Clever Combinations of Classic Art and Modern Sports Photography

art but make it sports

Showing that there is more in common between paintings and modern athletes than most might think, ArtButMakeItSports has gained quite the following by combining excellent sports photography with classic artwork.

ArtButMakeItSports is operated by LJ Rader, a Director of Product at a sports and data and technology company. What started out as a way to bring smiles to his friends and family has grown into a very popular sports-based Twitter account that has become fairly well-known in the sports photography community.

“I’m a long-time sports fan and I work in the industry, and I’ve viewed everything through a sports lens for as long as I remember,” Rader tells PetaPixel.

“It started as a way to crack my friends and family up — I’d go to museums and post art with sports captions on my personal Instagram. Over time, my friends convinced me to turn it into its own account, and I eventually started to focus on the match-ups because it resonated with people. And now I guess it’s garnered a fairly large following, which is fun to see.”

Rader says that sports are particularly conducive to this type of mashup artwork because they both are heavily stepped in movement, fluidity, character, drama, and expressions.

“A lot of sports photographers consciously or subconsciously incorporate artistic techniques when framing shots. It all comes together to match up nicely,” he says.

Rader believes that the account has gotten popular because it is so relatable: viewers don’t need to know about sports or art to understand clever image comparisons. The account has gotten so popular that sports photographers will even reach out directly to Rader to ask him to create one of his juxtapositions.

“I see them just as much as artists as the artists of the work they’re paired with, so I try my hardest to make sure they’re tagged in the matchups. I’ve become friends with some, and have talked to a few about their process, because I find it fascinating,” he continues.

Part of what makes Rader’s account so popular is the speed at which he is able to produce the comparisons. Perhaps more impressive is that Rader is able to do this without formal training in art history — he just has a good memory.

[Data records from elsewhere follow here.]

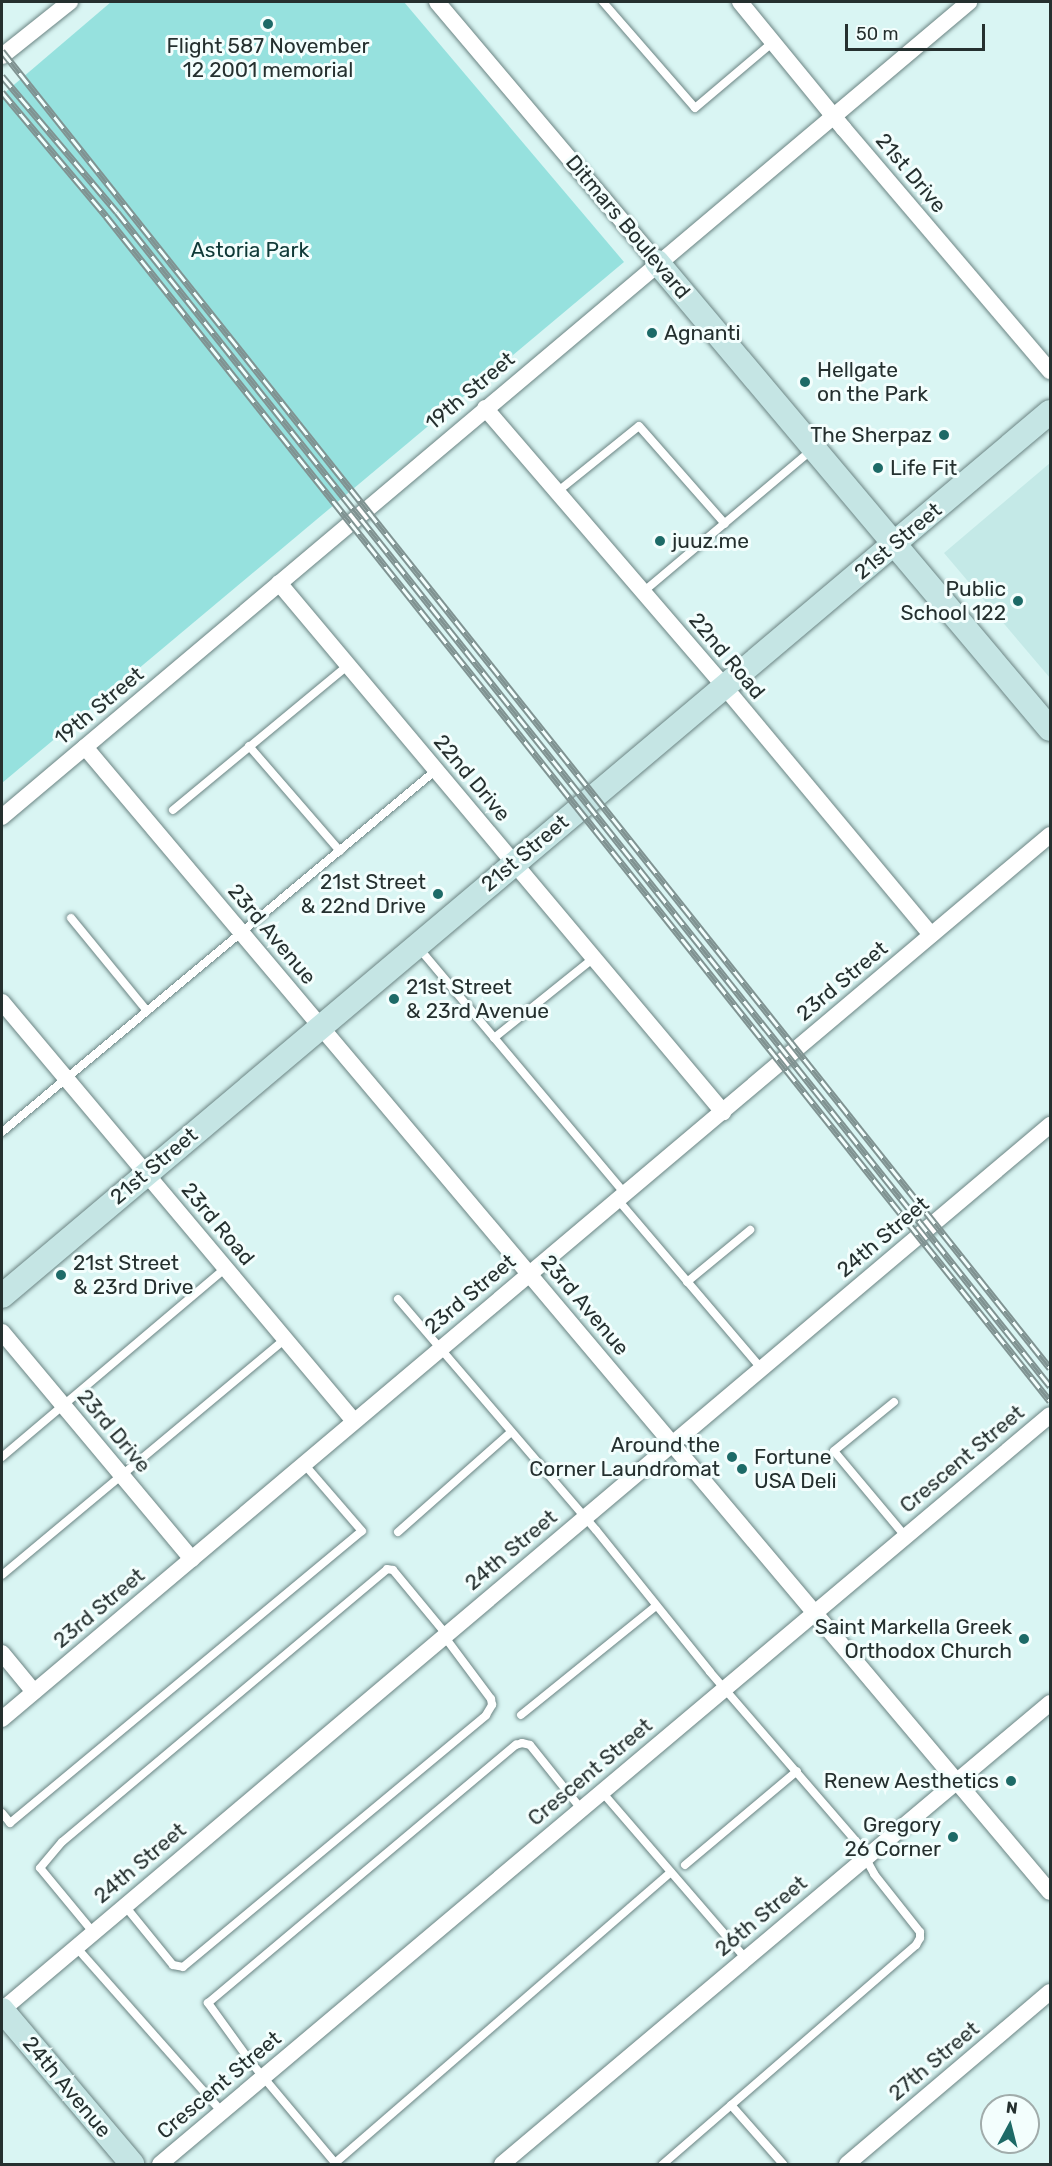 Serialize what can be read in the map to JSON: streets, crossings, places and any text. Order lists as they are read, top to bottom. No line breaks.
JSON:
{"streets":{"street":["21st Drive","Ditmars Boulevard","19th Street","21st Street","22nd Road","22nd Drive","23rd Avenue","23rd Street","23rd Road","24th Street","23rd Drive","Crescent Street","26th Street","27th Street","24th Avenue"]},"crossings":[["21st Drive","19th Street"],["Ditmars Boulevard","19th Street"],["Ditmars Boulevard","21st Street"],["19th Street","22nd Road"],["19th Street","22nd Drive"],["19th Street","23rd Avenue"],["21st Street","22nd Road"],["21st Street","22nd Drive"],["21st Street","23rd Avenue"],["21st Street","23rd Road"],["22nd Road","23rd Street"],["22nd Drive","23rd Street"],["23rd Avenue","23rd Street"],["23rd Avenue","24th Street"],["23rd Avenue","Crescent Street"],["23rd Avenue","26th Street"],["23rd Street","23rd Road"],["23rd Street","23rd Drive"],["24th Street","24th Avenue"]],"parks":["Astoria Park"],"places":["Flight 587 November 12 2001 memorial","Agnanti","Hellgate on the Park","The Sherpaz","Life Fit","juuz.me","Public School 122","21st Street & 22nd Drive","21st Street & 23rd Avenue","21st Street & 23rd Drive","Around the Corner Laundromat","Fortune USA Deli","Saint Markella Greek Orthodox Church","Renew Aesthetics","Gregory 26 Corner"],"scale_bar":"50 m","north":"top"} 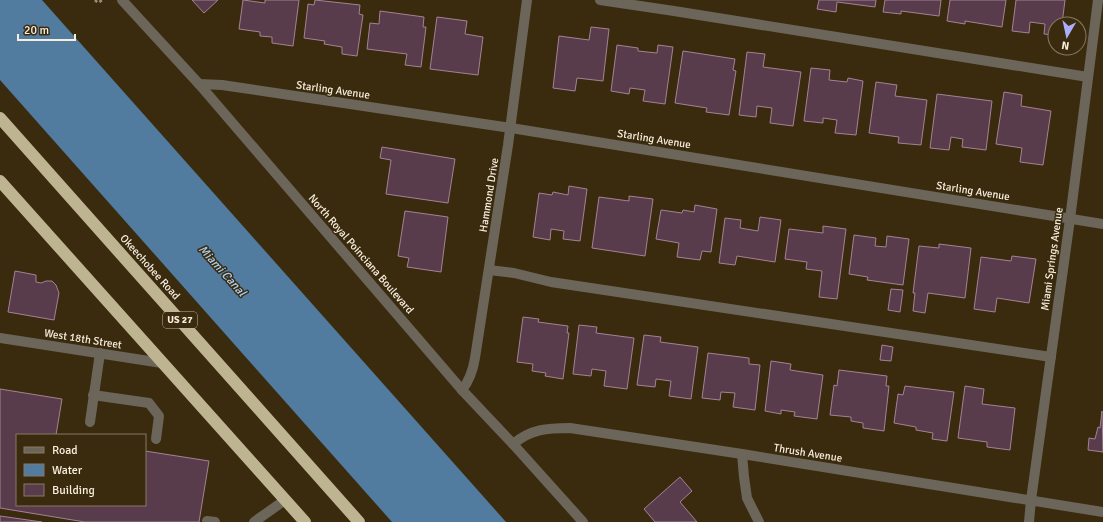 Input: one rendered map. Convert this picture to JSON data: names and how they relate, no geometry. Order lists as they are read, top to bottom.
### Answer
{
  "streets": {
    "highway": ["Okeechobee Road", "US 27"],
    "street": [
      "Starling Avenue",
      "Hammond Drive",
      "North Royal Poinciana Boulevard",
      "Miami Springs Avenue",
      "West 18th Street",
      "Thrush Avenue"
    ]
  },
  "crossings": [
    ["Starling Avenue", "Hammond Drive"],
    ["Starling Avenue", "North Royal Poinciana Boulevard"],
    ["Starling Avenue", "Miami Springs Avenue"],
    ["Hammond Drive", "North Royal Poinciana Boulevard"],
    ["North Royal Poinciana Boulevard", "Thrush Avenue"],
    ["Miami Springs Avenue", "Thrush Avenue"]
  ],
  "water": ["Miami Canal"],
  "legend": ["Road", "Water", "Building"],
  "scale_bar": "20 m",
  "north": "bottom"
} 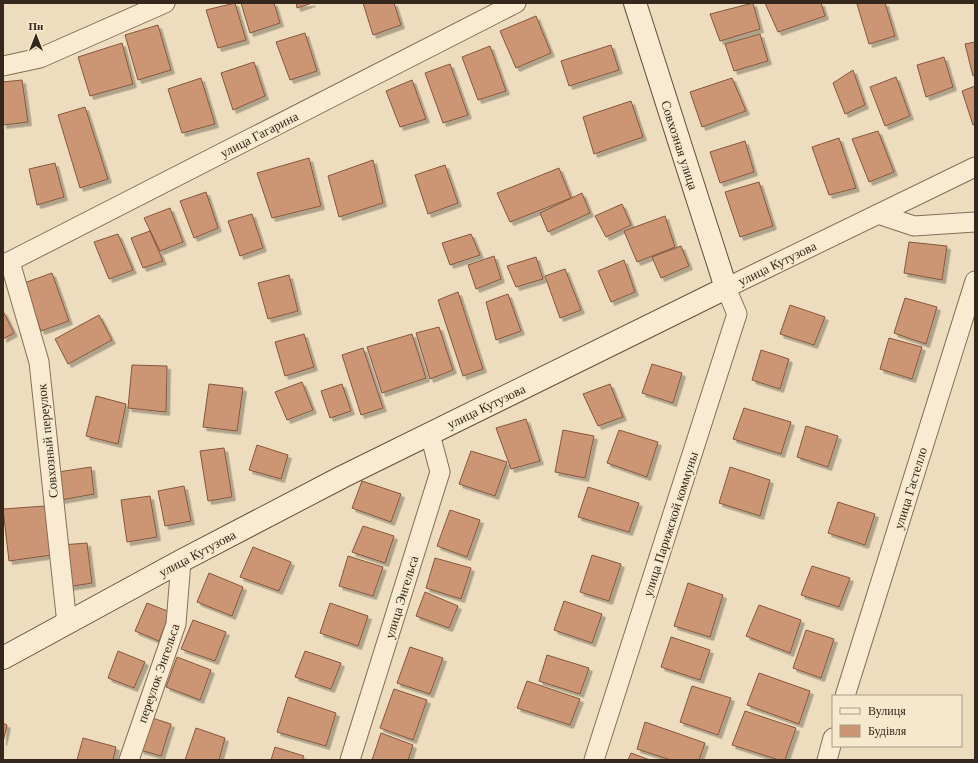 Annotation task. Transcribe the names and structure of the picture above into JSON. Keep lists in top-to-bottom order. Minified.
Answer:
{"streets":{"main road":["Совхозная улица","улица Кутузова"],"street":["улица Гагарина","Совхозный переулок","улица Гастелло","улица Парижской коммуны","улица Энгельса","переулок Энгельса"]},"crossings":[["улица Гагарина","Совхозный переулок"],["Совхозная улица","улица Кутузова"],["Совхозная улица","улица Парижской коммуны"],["улица Кутузова","Совхозный переулок"],["улица Кутузова","улица Парижской коммуны"],["улица Кутузова","улица Энгельса"],["улица Кутузова","переулок Энгельса"]],"legend":["Вулиця","Будівля"],"north":"top"} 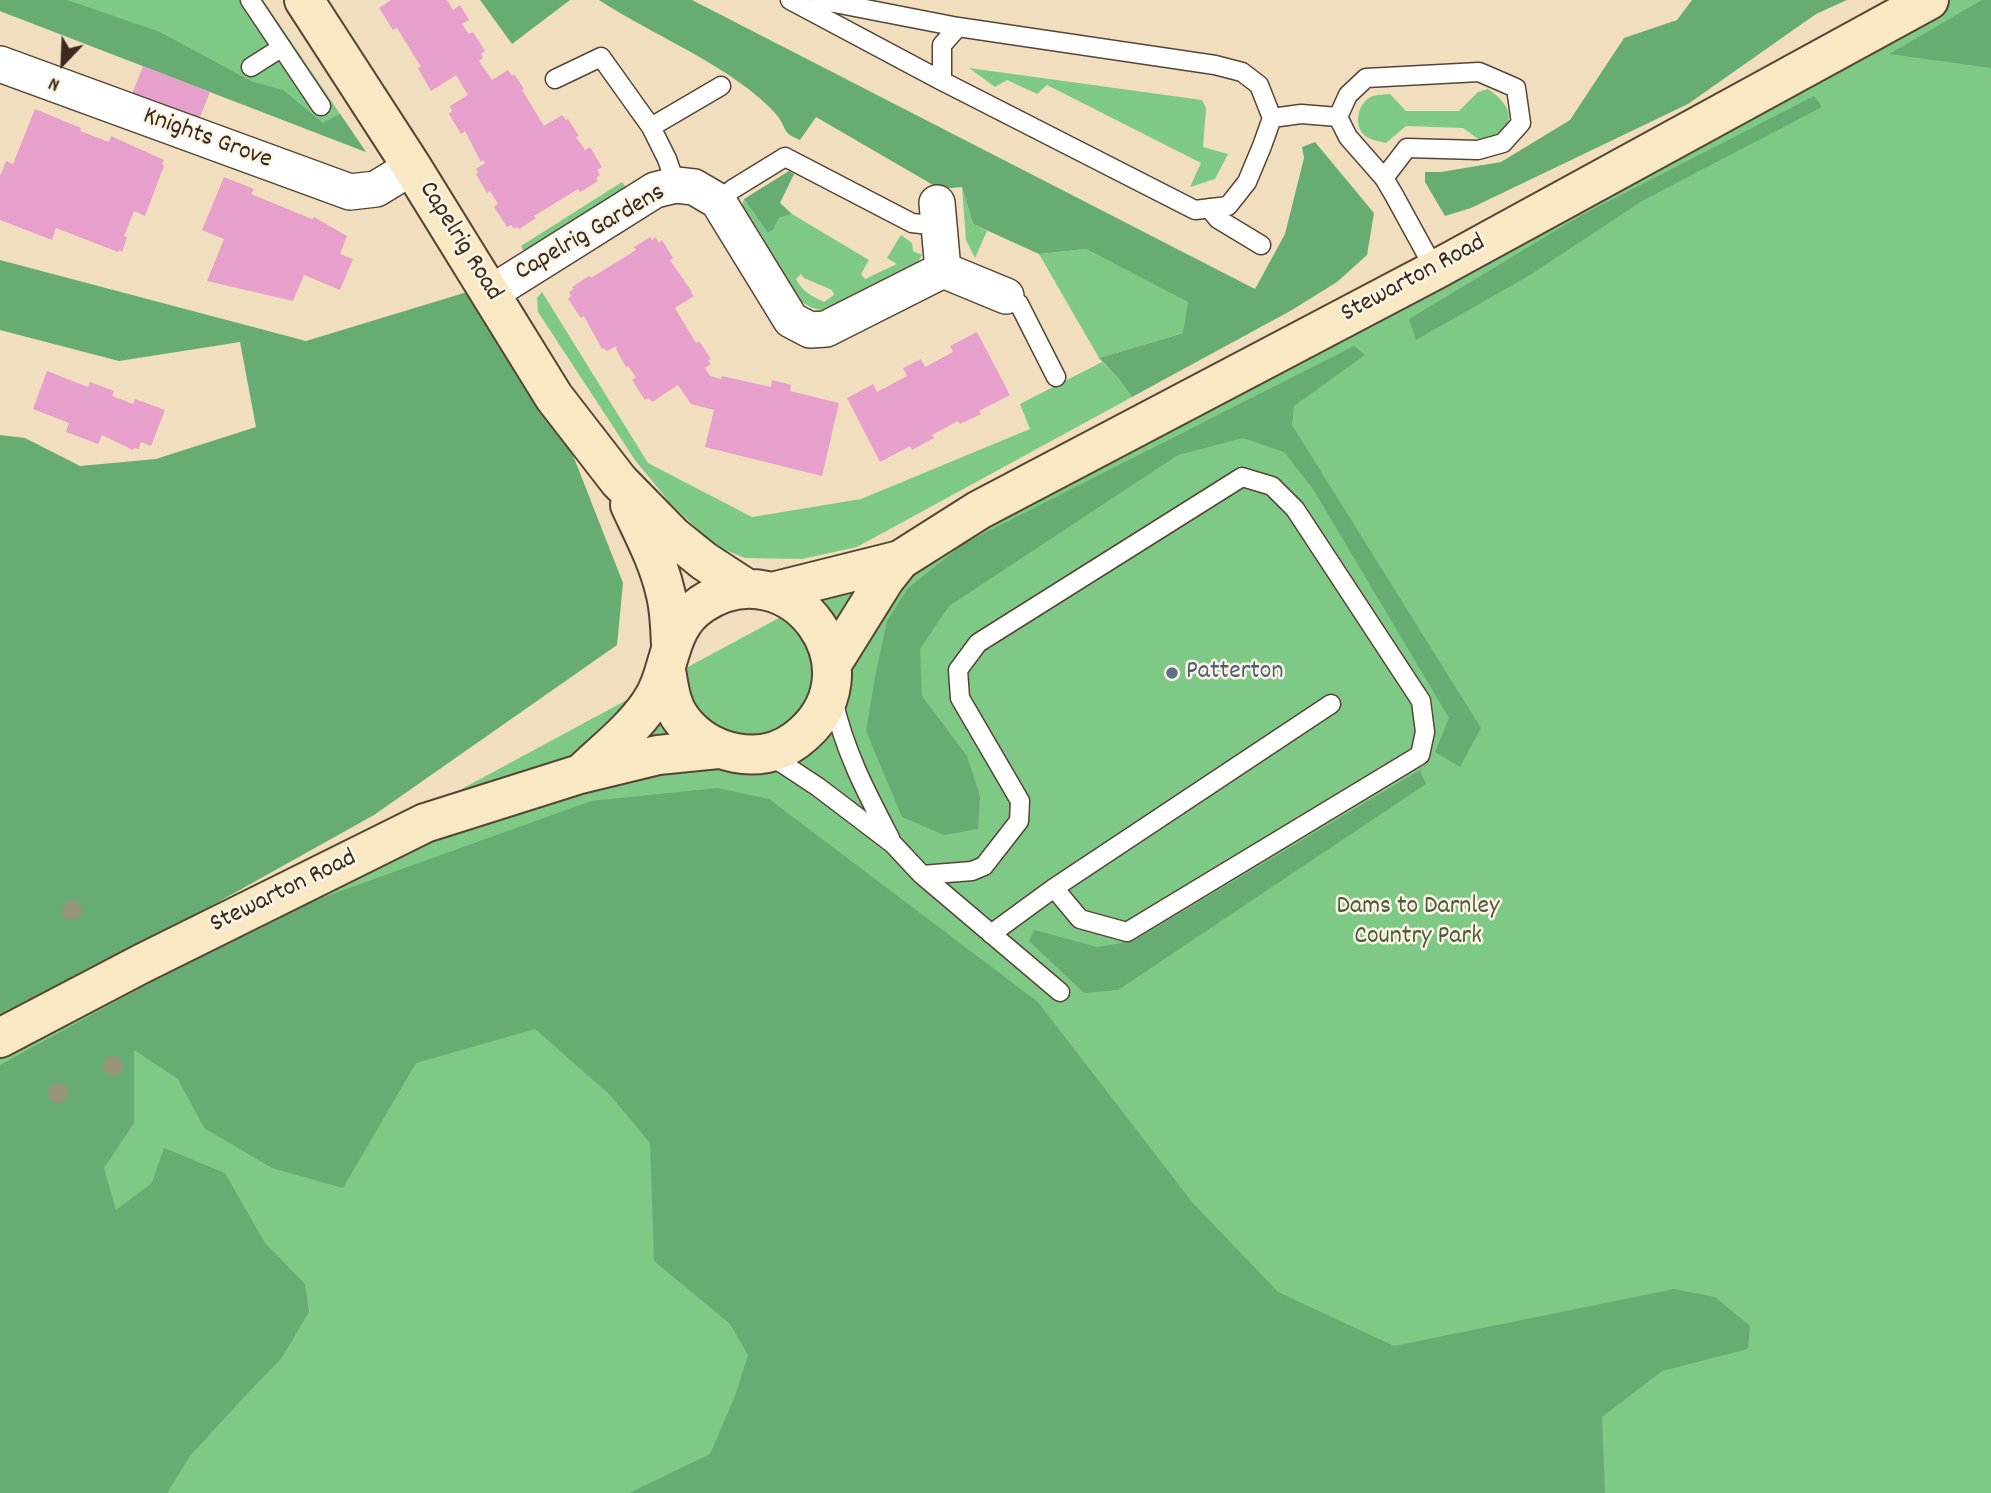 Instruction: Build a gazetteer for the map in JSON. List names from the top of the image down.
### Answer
{
  "streets": {
    "main road": ["Capelrig Road", "Stewarton Road"],
    "street": ["Knights Grove", "Capelrig Gardens"]
  },
  "crossings": [
    ["Knights Grove", "Capelrig Road"],
    ["Capelrig Gardens", "Capelrig Road"],
    ["Capelrig Road", "Stewarton Road"]
  ],
  "parks": ["Dams to Darnley Country Park"],
  "places": ["Patterton"],
  "north": "bottom left"
}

“I took a class in college, but nothing official outside of that. I’ve spent a significant amount of time in museums and galleries, and a lot more in Wikipedia wormholes. So while I’m not classically trained in art history, I’ve definitely seen and captured a lot,” he explains.

“I have around 10,000 photos of art on my phone that I’ve taken, and fairly extensive knowledge of famous paintings even if I haven’t photographed them in person. So when I see a sports image, sometimes I have a pretty good sense of what it would be — I’ve started to realize that I have kind of a photographic memory of images that I’ve taken — right off the bat,” Rader continues.

“Sometimes, it immediately evokes an art history theme, such as the Lamentation, and then it’s a matter of looking through versions to see what fits best. And then finally, sometimes it visually matches an artist’s style, and then it’s about looking though what works best. Between those methods, something usually comes together. People always ask, but I don’t use any AI, and it’s just me running the account”

The ArtButMakeItSports account is mostly a hobby, though Rader has tried to find a way to monetize it so he can dedicate more time to making more compositions.

“I made some merch, mostly just to learn how to use Shopify and see if it was something I could pull off by myself. If there’s a way to make money from it without compromising the content, I’d be all ears, and it’d be cool if it allowed me to spend more time on it, but I very much just do it as a hobby. It keeps me sharp and allows me to interact with a fun community,” he says.